EXERCISE DESCRIPTION -
Retype the entries, please, from their first line to the line containing "-50%;border:3px solid #fff;box-shadow:0", exactly and only those lines, minus the pictures.

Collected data
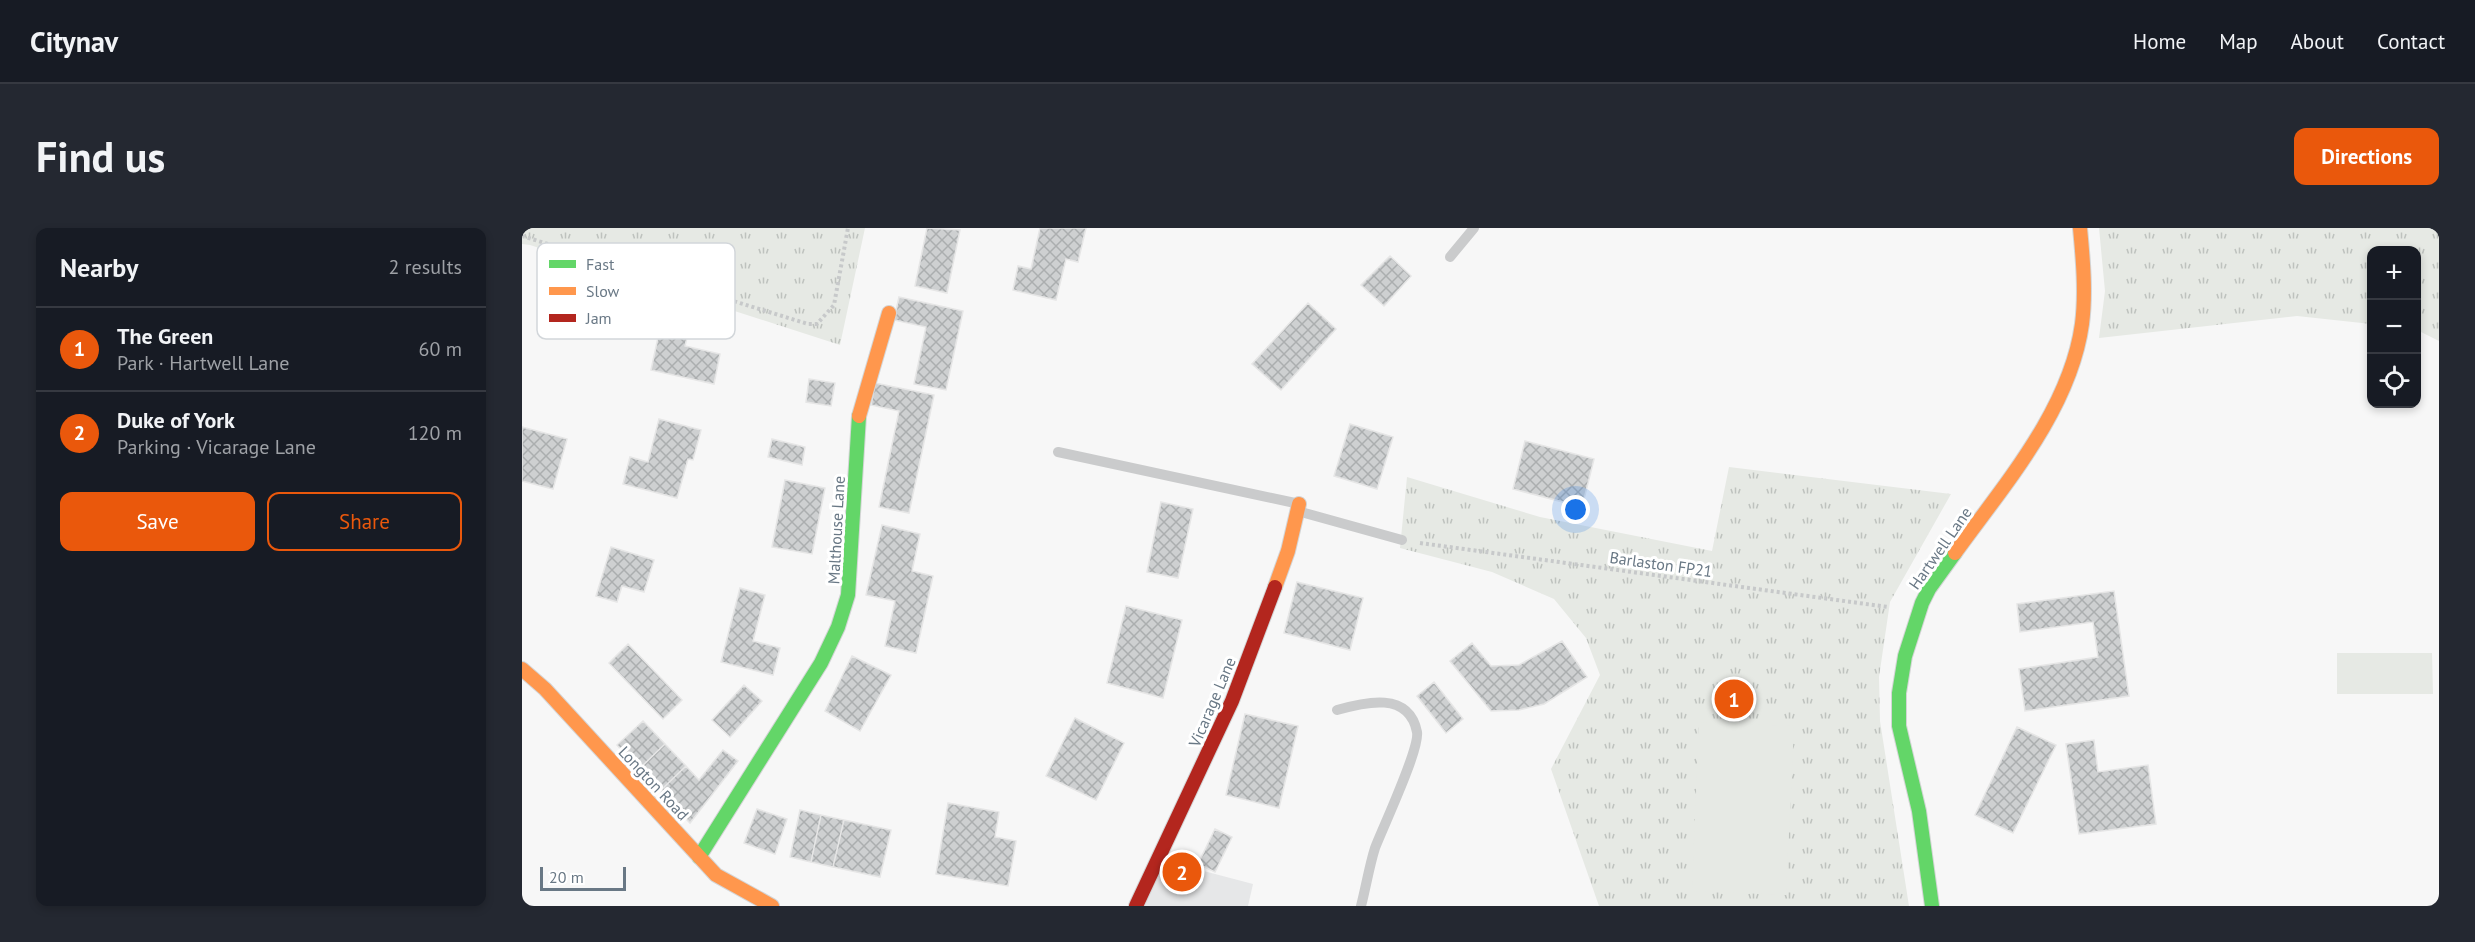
<!DOCTYPE html>
<meta charset="utf-8">
<style>
body{margin:0;font-family:"PT Sans",sans-serif;background:#242831;color:#f1f3f6}
.controls{position:absolute;right:18px;top:18px;display:grid;overflow:hidden;border-radius:12px;box-shadow:0 3px 9px #0003}
.controls button{width:54px;height:54px;display:grid;place-items:center;padding:0;border:0;border-bottom:2px solid #363941;background:#171b24;color:#f1f3f6;font:30px sans-serif}
.scale{position:absolute;left:18px;bottom:15px;width:86px;box-sizing:border-box;padding-left:6px;border:3px solid #697885;border-top:0;font-size:16px;line-height:21px;white-space:nowrap;color:#697885;-webkit-text-stroke:4px #fff;paint-order:stroke}
.you{position:absolute;left:1054px;top:282px;width:21px;height:21px;margin:-15px;border:4px solid #fff;border-radius:50%;background:#1a73e8;box-shadow:0 0 0 9px #1a73e833}
.badge{display:grid;place-items:center;width:39px;height:39px;border-radius:50%;background:#ea580c;color:#fff;font-size:20px;font-weight:700}
.pin{position:absolute;translate:-50% -50%;border:3px solid #fff;box-shadow:0 2px 6px #0006}
.list{margin:0;padding:0;list-style:none}
h2{display:flex;justify-content:space-between;align-items:center;height:78px;margin:0;padding:0 24px;font-size:26px}
h2 small{font-size:20px;font-weight:400;color:#9ea1a6}
.list li{display:grid;grid-template-columns:39px 1fr auto;gap:18px;align-items:center;box-sizing:border-box;height:84px;padding:0 24px;border-top:2px solid #363941}
.list b{display:block;font-size:22px;white-space:nowrap}
.list p{margin:0;font-size:20px;white-space:nowrap;color:#9ea1a6}
.list em{font-size:20px;font-style:normal;color:#9ea1a6}
.actions{display:flex;gap:12px;padding:18px 24px}
.actions a{flex:1;padding:14px 0;border:2px solid #ea580c;border-radius:12px;text-align:center;font-size:21px;color:#ea580c}
.actions .main{background:#ea580c;color:#fff}
.icon{flex:none;width:33px;height:33px;fill:none;stroke:currentColor;stroke-width:2;stroke-linecap:round;stroke-linejoin:round}
.map{position:relative;flex:none;width:1917px;height:678px;overflow:hidden;border-radius:12px}
header{display:flex;align-items:center;gap:36px;box-sizing:border-box;height:84px;padding:0 30px;background:#171b24;border-bottom:2px solid #363941}
header strong{font-size:28px}
nav{display:flex;gap:33px;margin-inline-start:auto;font-size:21px}
.intro{display:flex;align-items:center;justify-content:space-between;box-sizing:border-box;height:144px;padding:0 36px}
h1{margin:0;font-size:42px}
.button{padding:15px 27px;border-radius:12px;background:#ea580c;color:#fff;font-size:21px;font-weight:700}
main{display:flex;gap:36px;padding:0 36px}
aside{flex:1;background:#171b24;border-radius:12px;box-shadow:0 3px 9px #0003}
.map>svg:first-child{display:block}
</style>
<header>
<strong>Citynav</strong>
<nav><a>Home</a><a>Map</a><a>About</a><a>Contact</a></nav>
</header>
<div class="intro"><h1>Find us</h1><a class="button">Directions</a></div>
<main>
<aside>
<h2>Nearby<small>2 results</small></h2>
<ul class="list">
<li><span class="badge">1</span><div><b>The Green</b><p>Park · Hartwell Lane</p></div><em>60 m</em></li>
<li><span class="badge">2</span><div><b>Duke of York</b><p>Parking · Vicarage Lane</p></div><em>120 m</em></li>
</ul>
<div class="actions"><a class="main">Save</a><a>Share</a></div>
</aside>
<div class="map">
<svg width="1917" height="678" viewBox="0 0 1917 678">
<defs>
<pattern id="grass-tufts" width="24" height="20" patternUnits="userSpaceOnUse" patternTransform="scale(1.5)"><rect width="24" height="20" fill="#e6e9e4"/><path d="M3 7l-1-3M5 7V3M7 7l1-3M15 17l-1-3M17 17v-4M19 17l1-3" fill="none" stroke="#bec2be"/></pattern>
<pattern id="building-cross-hatch" width="8" height="8" patternUnits="userSpaceOnUse" patternTransform="scale(1.5)"><rect width="8" height="8" fill="#ced0d1"/><path d="M0 0l8 8M0 8l8-8" fill="none" stroke="#abaeaf"/></pattern>
</defs>
<rect width="100%" height="100%" fill="#f7f7f7"/>
<path fill="#e6e7e8" d="M640,632L731,656L726,678H619Z"/>
<path fill="url(#grass-tufts)" d="M0,0H343L318,117L8,17L0,16Z
M1577,0H1917V113L1895,102L1894,22H1850L1849,96L1775,88L1577,110L1583,63Z
M1207,239L1429,266L1368,374L1357,449L1358,493L1387,678H1077L1029,541L1078,447L1064,410L1032,371L970,344L878,320L885,249L1018,289L1190,323Z"/>
<path fill="#e6e9e4" d="M1815,425H1910L1911,466H1815Z
M1177,494L1272,498L1264,667L1170,663Z"/>
<path fill="url(#building-cross-hatch)" stroke="#e6e6e6" stroke-width="1.5" d="M405,0L438,2L425,65L393,58Z
M518,0H564L556,34L544,31L534,72L491,62L496,38L509,41Z
M868,28L889,48L862,78L839,57Z
M377,69L441,83L424,162L392,156L404,99L372,92Z
M786,75L814,101L759,162L730,136Z
M142,82L170,88L163,118L198,126L192,156L129,142Z
M287,151L313,155L309,178L284,174Z
M353,155L412,167L387,285L357,279L377,183L349,177Z
M137,191L179,202L171,232L166,231L155,270L101,256L108,229L126,234Z
M828,196L871,209L855,261L812,248Z
M0,199L45,211L31,261L0,253Z
M250,211L283,219L280,237L246,229Z
M1003,213L1072,231L1060,279L991,261Z
M263,252L303,260L290,326L250,319Z
M639,274L671,281L656,350L625,344Z
M360,297L398,306L390,343L411,348L394,425L363,418L373,373L344,367Z
M89,319L132,332L122,364L100,358L95,374L74,368Z
M775,354L841,370L828,422L762,405Z
M218,360L243,367L231,413L258,420L251,447L199,434Z
M1592,363L1607,468L1503,483L1497,441L1576,429L1571,394L1498,404L1495,376Z
M604,378L660,392L641,470L585,455Z
M1040,413L1065,449L1022,476L997,482L969,483L928,433L950,415L969,438L997,437Z
M106,416L160,472L141,491L87,435Z
M330,428L369,447L338,503L303,483Z
M912,454L941,491L924,505L895,468Z
M222,457L240,473L208,509L190,492Z
M723,486L776,498L757,580L704,567Z
M553,490L602,515L574,572L524,548Z
M121,493L143,516L117,541L95,517Z
M1495,499L1534,517L1491,605L1453,587Z
M1572,512L1576,544L1626,537L1634,596L1557,606L1544,516Z
M143,516L164,538L138,563L117,541Z
M201,522L216,533L168,595L138,563L164,538L177,552Z
M426,575L477,584L473,609L494,613L486,658L414,646Z
M235,581L265,591L253,626L222,615Z
M278,582L299,587L289,634L268,629Z
M299,587L322,592L311,639L289,634Z
M322,592L369,602L358,649L311,639Z
M693,601L710,609L693,644L676,636Z"/>
<g fill="none" stroke-linecap="round" stroke-linejoin="round">
<defs>
<path id="fast" d="M177,629L299,435L316,399L326,367L337,188
M1410,678L1397,583L1377,498V465L1383,428L1400,375L1407,361L1433,325"/>
<path id="slow" d="M337,188L367,85
M1433,325C1482,257 1548,182 1560,96C1564,65 1561,31 1558,0
M753,359L766,323L777,276
M0,441L23,461L194,647L250,678"/>
<path id="jam" d="M614,678L710,473L753,359"/>
</defs>
<use href="#fast" stroke="#d4d5d6" stroke-width="16"/>
<use href="#slow" stroke="#d4d5d6" stroke-width="16"/>
<use href="#jam" stroke="#d4d5d6" stroke-width="16"/>
<path stroke="#c7c9ca" stroke-width="4" stroke-dasharray="3 3" stroke-linecap="butt" d="M0,8L286,96H295L312,77L326,0
M898,315L1366,379"/>
<path stroke="#cacbcc" stroke-width="10" d="M928,29L952,0
M536,224L773,275
M779,284L880,312
M815,482C843,474 887,463 895,504C898,521 861,599 853,620C847,639 844,659 839,678"/>
<use href="#fast" stroke="#63d668" stroke-width="14"/>
<use href="#slow" stroke="#ff974d" stroke-width="14"/>
<use href="#jam" stroke="#b3261e" stroke-width="14"/>
</g>
<g text-anchor="middle" dominant-baseline="central" stroke-width="6" stroke-linejoin="round" paint-order="stroke">
<g font-size="16" fill="#697885" stroke="#fff">
<text transform="translate(314 302) rotate(-87)">Malthouse Lane</text>
<text transform="translate(1418 320) rotate(-55)">Hartwell Lane</text>
<text transform="translate(1139 336) rotate(8)">Barlaston FP21</text>
<text transform="translate(690 474) rotate(-67)">Vicarage Lane</text>
<text transform="translate(132 555) rotate(47)">Longton Road</text>
</g>
</g>
<rect x="15" y="15" width="198" height="96" rx="9" fill="#fff" stroke="#d2d6da" stroke-width="1.5"/>
<rect x="27" y="32" width="27" height="8" fill="#63d668"/>
<rect x="27" y="59" width="27" height="8" fill="#ff974d"/>
<rect x="27" y="86" width="27" height="8" fill="#b3261e"/>
<g font-size="16" fill="#697885">
<text x="64" y="42">Fast</text>
<text x="64" y="69">Slow</text>
<text x="64" y="96">Jam</text>
</g>
</svg>
<div class="controls">
<button>+</button>
<button>−</button>
<button><svg class="icon" aria-label="locate" viewBox="0 0 24 24"><circle cx="12" cy="12" r="6"/><path d="M12 2v4M12 18v4M2 12h4M18 12h4"/></svg></button>
</div>
<div class="scale">20 m</div>
<div class="you"></div>
<div class="pin badge" style="left:1212px;top:471px">1</div>
<div class="pin badge" style="left:660px;top:644px">2</div>
</div>
</main>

EXPECTED ANSWER -
<!DOCTYPE html>
<meta charset="utf-8">
<style>
body{margin:0;font-family:"PT Sans",sans-serif;background:#242831;color:#f1f3f6}
.controls{position:absolute;right:18px;top:18px;display:grid;overflow:hidden;border-radius:12px;box-shadow:0 3px 9px #0003}
.controls button{width:54px;height:54px;display:grid;place-items:center;padding:0;border:0;border-bottom:2px solid #363941;background:#171b24;color:#f1f3f6;font:30px sans-serif}
.scale{position:absolute;left:18px;bottom:15px;width:86px;box-sizing:border-box;padding-left:6px;border:3px solid #697885;border-top:0;font-size:16px;line-height:21px;white-space:nowrap;color:#697885;-webkit-text-stroke:4px #fff;paint-order:stroke}
.you{position:absolute;left:1054px;top:282px;width:21px;height:21px;margin:-15px;border:4px solid #fff;border-radius:50%;background:#1a73e8;box-shadow:0 0 0 9px #1a73e833}
.badge{display:grid;place-items:center;width:39px;height:39px;border-radius:50%;background:#ea580c;color:#fff;font-size:20px;font-weight:700}
.pin{position:absolute;translate:-50% -50%;border:3px solid #fff;box-shadow:0 2px 6px #0006}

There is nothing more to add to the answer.